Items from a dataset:

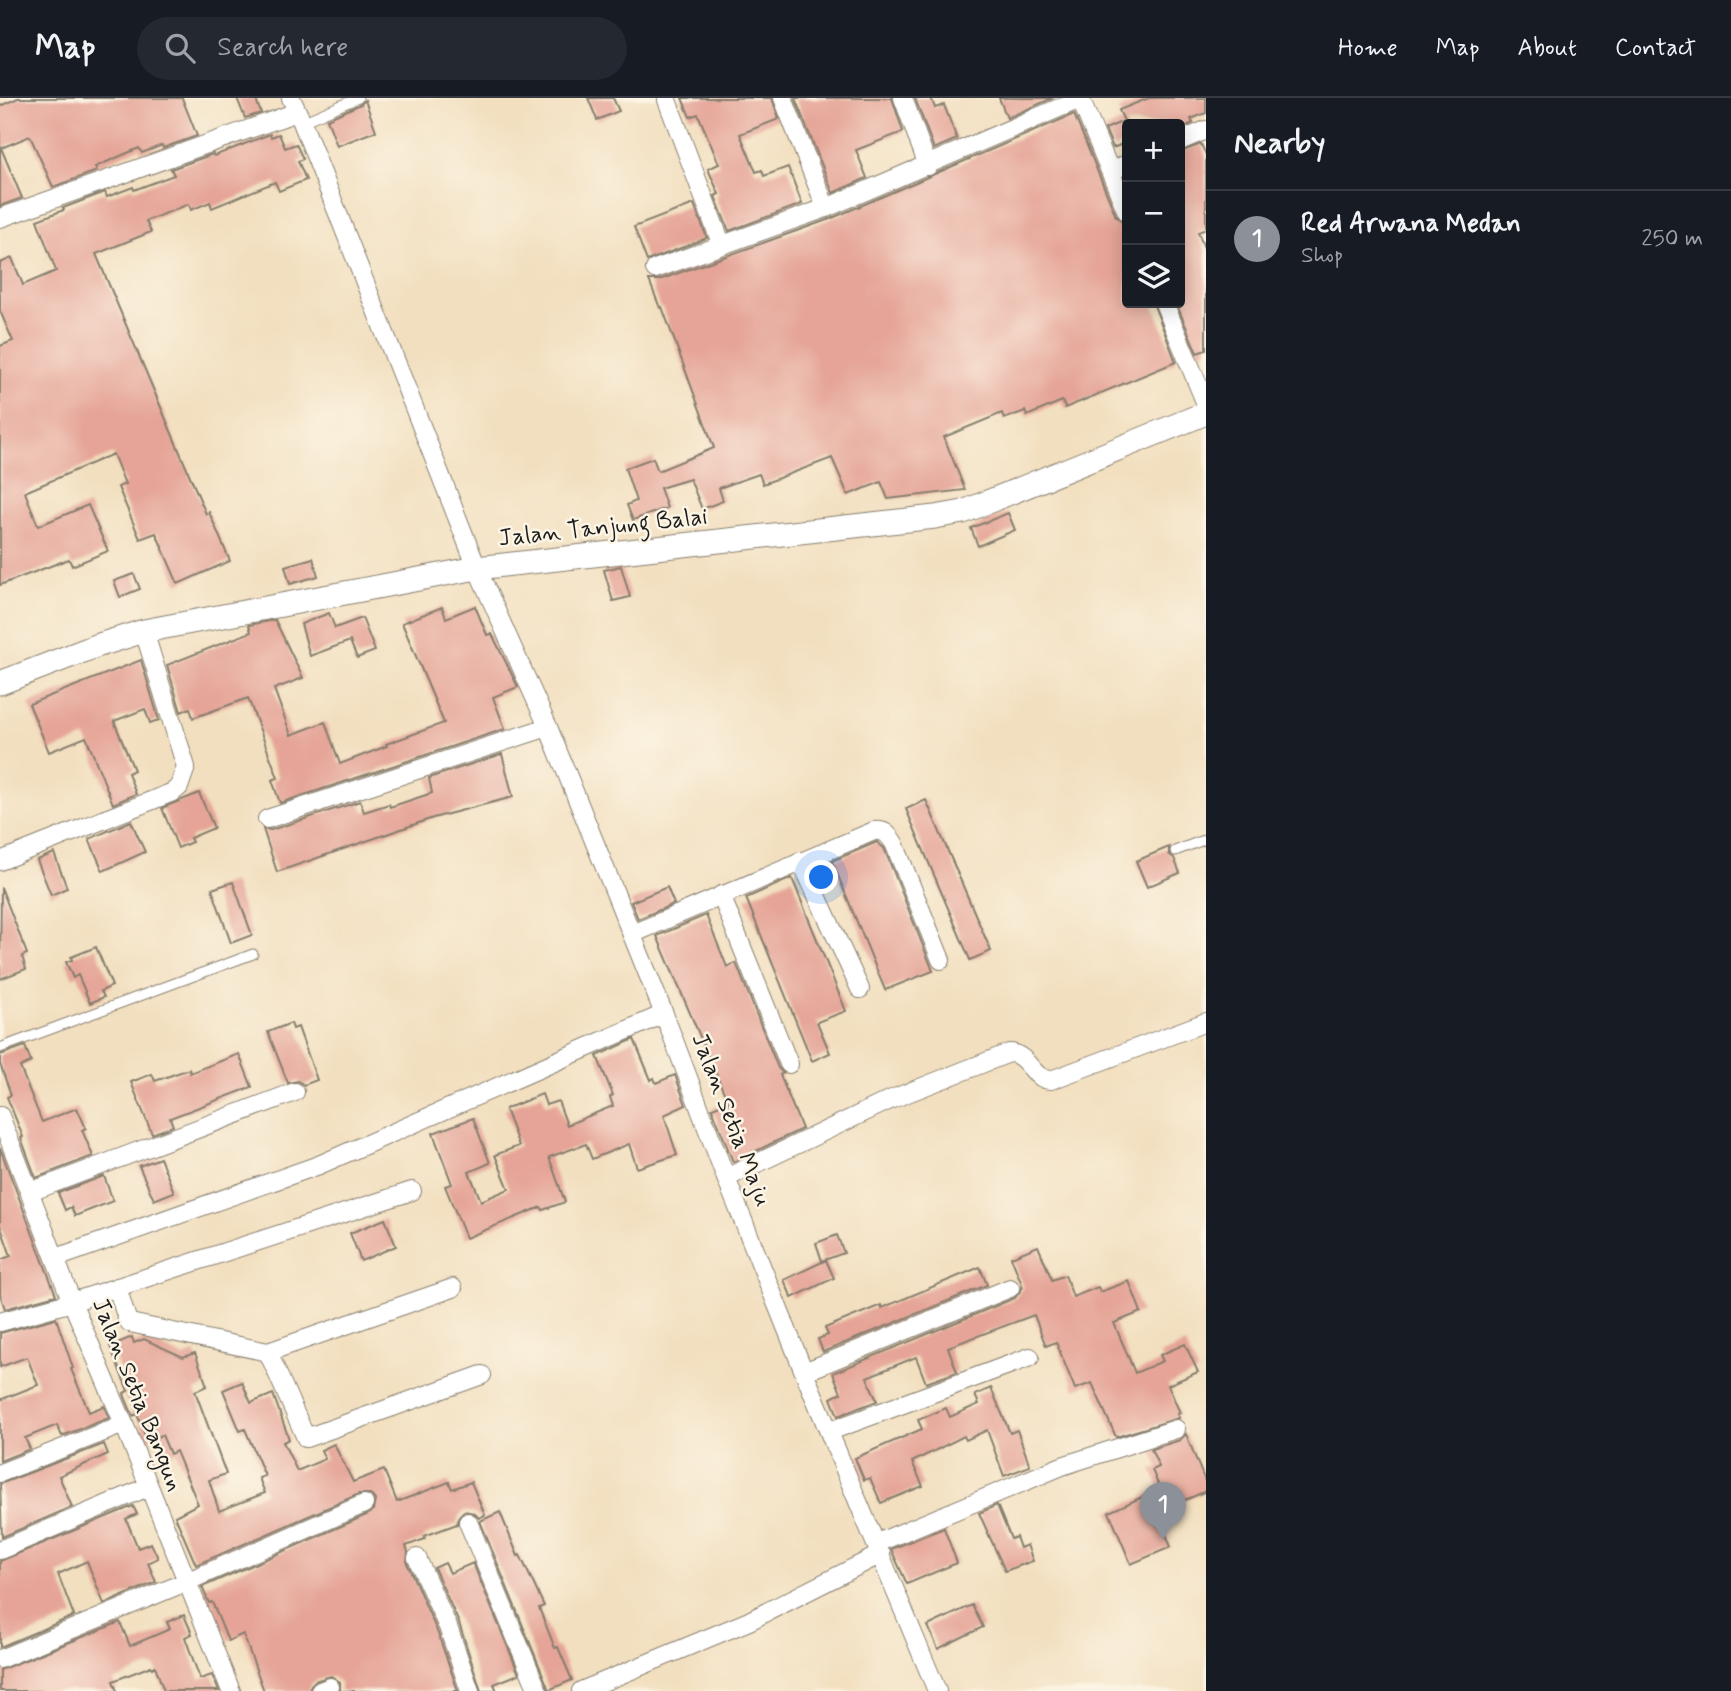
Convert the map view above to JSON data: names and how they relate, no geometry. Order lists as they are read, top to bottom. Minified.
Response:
{"streets":{"street":["Jalan Tanjung Balai","Jalan Setia Maju","Jalan Setia Bangun"]},"crossings":[["Jalan Tanjung Balai","Jalan Setia Maju"]],"page":{"header":"Map","search":"Search here","nav":["Home","Map","About","Contact"],"heading":"Nearby","map_buttons":["+","−"],"list":[{"mark":"1","name":"Red Arwana Medan","note":"Shop","value":"250 m"}],"pins":"1"}}
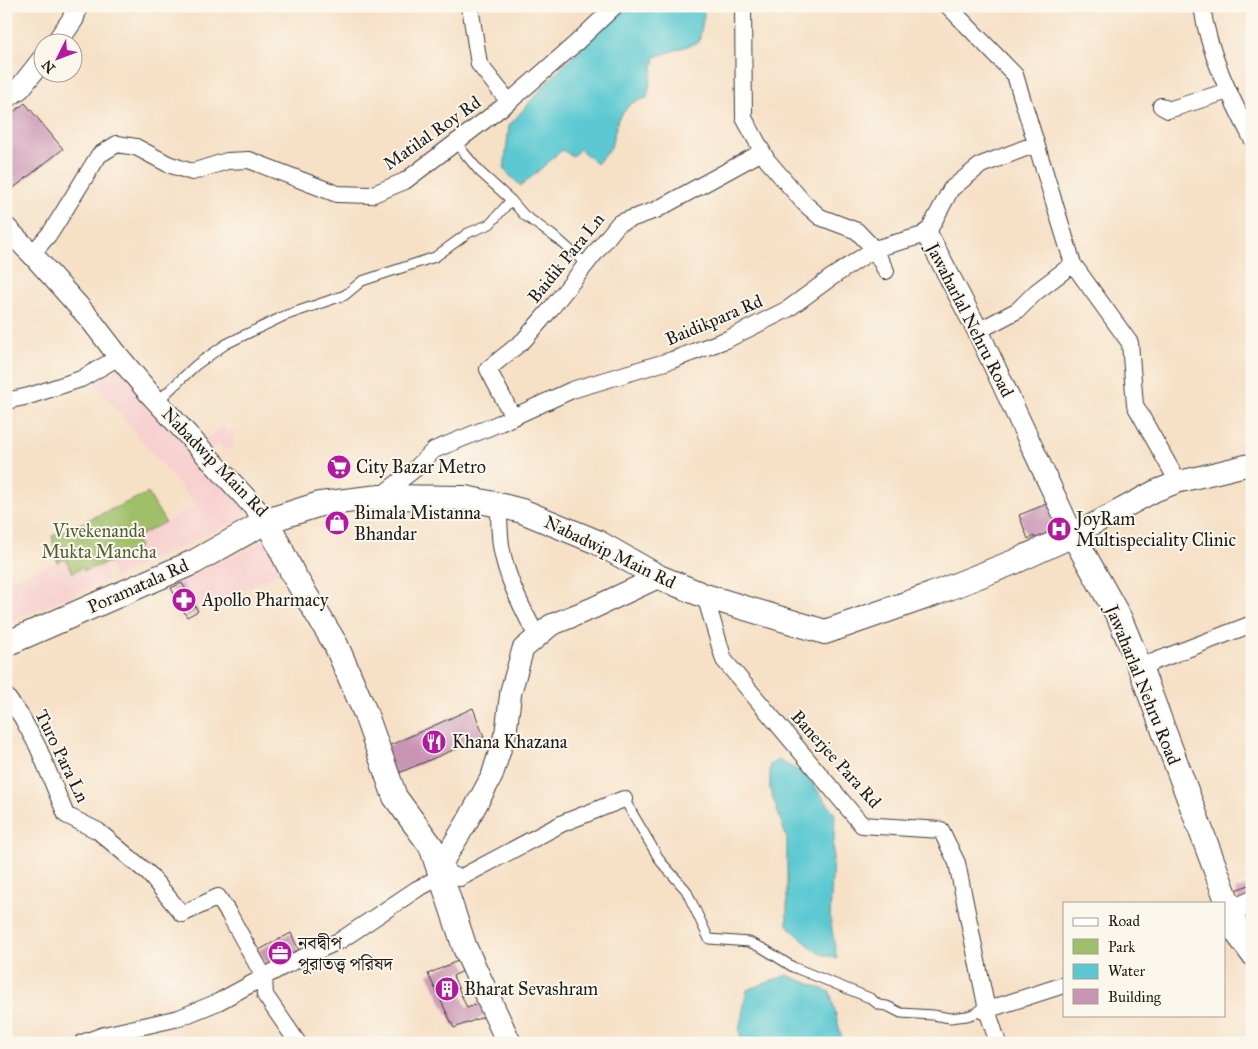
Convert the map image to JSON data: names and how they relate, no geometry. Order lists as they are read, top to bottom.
{
  "streets": {
    "main road": ["Jawaharlal Nehru Road", "Nabadwip Main Rd", "Poramatala Rd"],
    "street": [
      "Matilal Roy Rd",
      "Baidik Para Ln",
      "Baidikpara Rd",
      "Turo Para Ln",
      "Banerjee Para Rd"
    ]
  },
  "crossings": [
    ["Matilal Roy Rd", "Nabadwip Main Rd"],
    ["Baidik Para Ln", "Baidikpara Rd"],
    ["Baidikpara Rd", "Jawaharlal Nehru Road"],
    ["Baidikpara Rd", "Nabadwip Main Rd"],
    ["Jawaharlal Nehru Road", "Nabadwip Main Rd"],
    ["Nabadwip Main Rd", "Poramatala Rd"],
    ["Nabadwip Main Rd", "Banerjee Para Rd"]
  ],
  "parks": ["Vivekenanda Mukta Mancha"],
  "places": {
    "supermarket": ["City Bazar Metro"],
    "shop": ["Bimala Mistanna Bhandar"],
    "hospital": ["JoyRam Multispeciality Clinic"],
    "pharmacy": ["Apollo Pharmacy"],
    "restaurant": ["Khana Khazana"],
    "office": ["নবদ্বীপ পুরাতত্ত্ব পরিষদ"],
    "building": ["Bharat Sevashram"]
  },
  "legend": [
    "Road",
    "Park",
    "Water",
    "Building"
  ],
  "north": "bottom left"
}
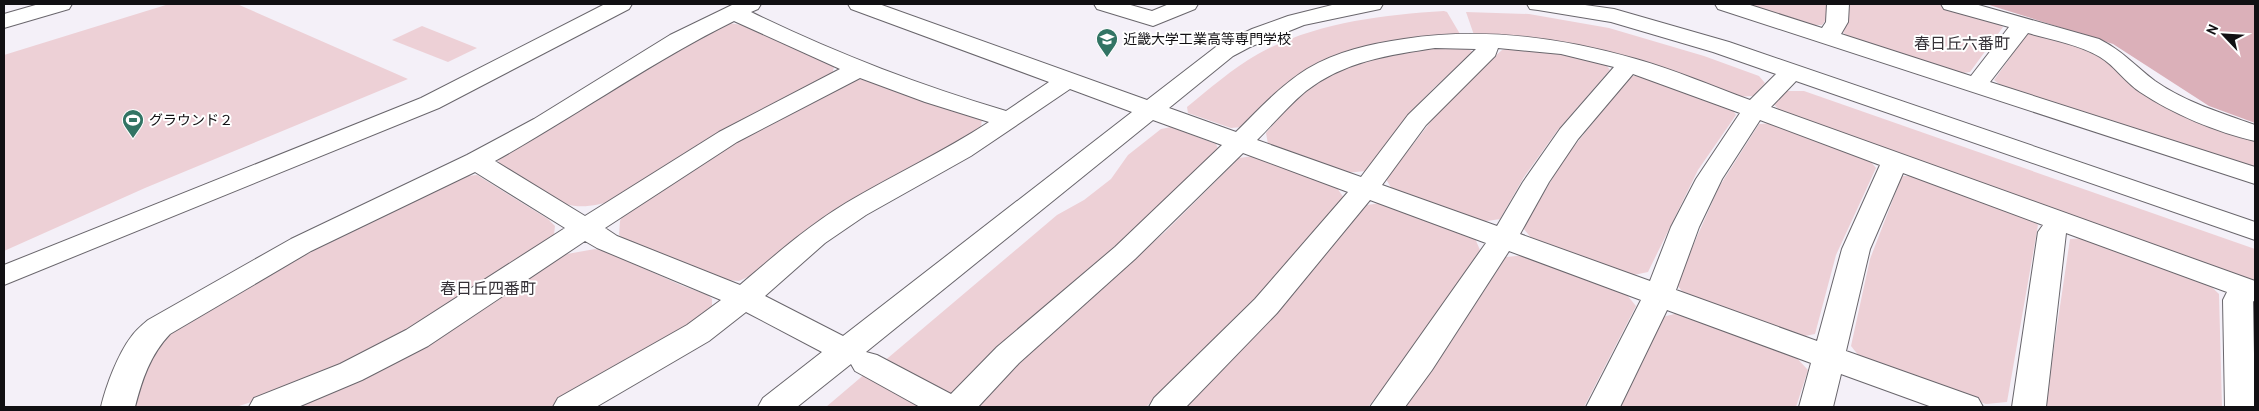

● **WHAT IS NEEDED**
Exclude the images and output the lines above exactly.

● **RESPONSE BELOW**
Convert the map view above to JSON data: names and how they relate, no geometry. Order lists as they are read, top to bottom. Minified.
Response:
{"streets":{"street":["Jalan Tanjung Balai","Jalan Setia Maju","Jalan Setia Bangun"]},"crossings":[["Jalan Tanjung Balai","Jalan Setia Maju"]],"page":{"header":"Map","search":"Search here","nav":["Home","Map","About","Contact"],"heading":"Nearby","map_buttons":["+","−"],"list":[{"mark":"1","name":"Red Arwana Medan","note":"Shop","value":"250 m"}],"pins":"1"}}
Convert the map image to JSON data: names and how they relate, no geometry. Order lists as they are read, top to bottom.
{
  "streets": {
    "main road": ["Jawaharlal Nehru Road", "Nabadwip Main Rd", "Poramatala Rd"],
    "street": [
      "Matilal Roy Rd",
      "Baidik Para Ln",
      "Baidikpara Rd",
      "Turo Para Ln",
      "Banerjee Para Rd"
    ]
  },
  "crossings": [
    ["Matilal Roy Rd", "Nabadwip Main Rd"],
    ["Baidik Para Ln", "Baidikpara Rd"],
    ["Baidikpara Rd", "Jawaharlal Nehru Road"],
    ["Baidikpara Rd", "Nabadwip Main Rd"],
    ["Jawaharlal Nehru Road", "Nabadwip Main Rd"],
    ["Nabadwip Main Rd", "Poramatala Rd"],
    ["Nabadwip Main Rd", "Banerjee Para Rd"]
  ],
  "parks": ["Vivekenanda Mukta Mancha"],
  "places": {
    "supermarket": ["City Bazar Metro"],
    "shop": ["Bimala Mistanna Bhandar"],
    "hospital": ["JoyRam Multispeciality Clinic"],
    "pharmacy": ["Apollo Pharmacy"],
    "restaurant": ["Khana Khazana"],
    "office": ["নবদ্বীপ পুরাতত্ত্ব পরিষদ"],
    "building": ["Bharat Sevashram"]
  },
  "legend": [
    "Road",
    "Park",
    "Water",
    "Building"
  ],
  "north": "bottom left"
}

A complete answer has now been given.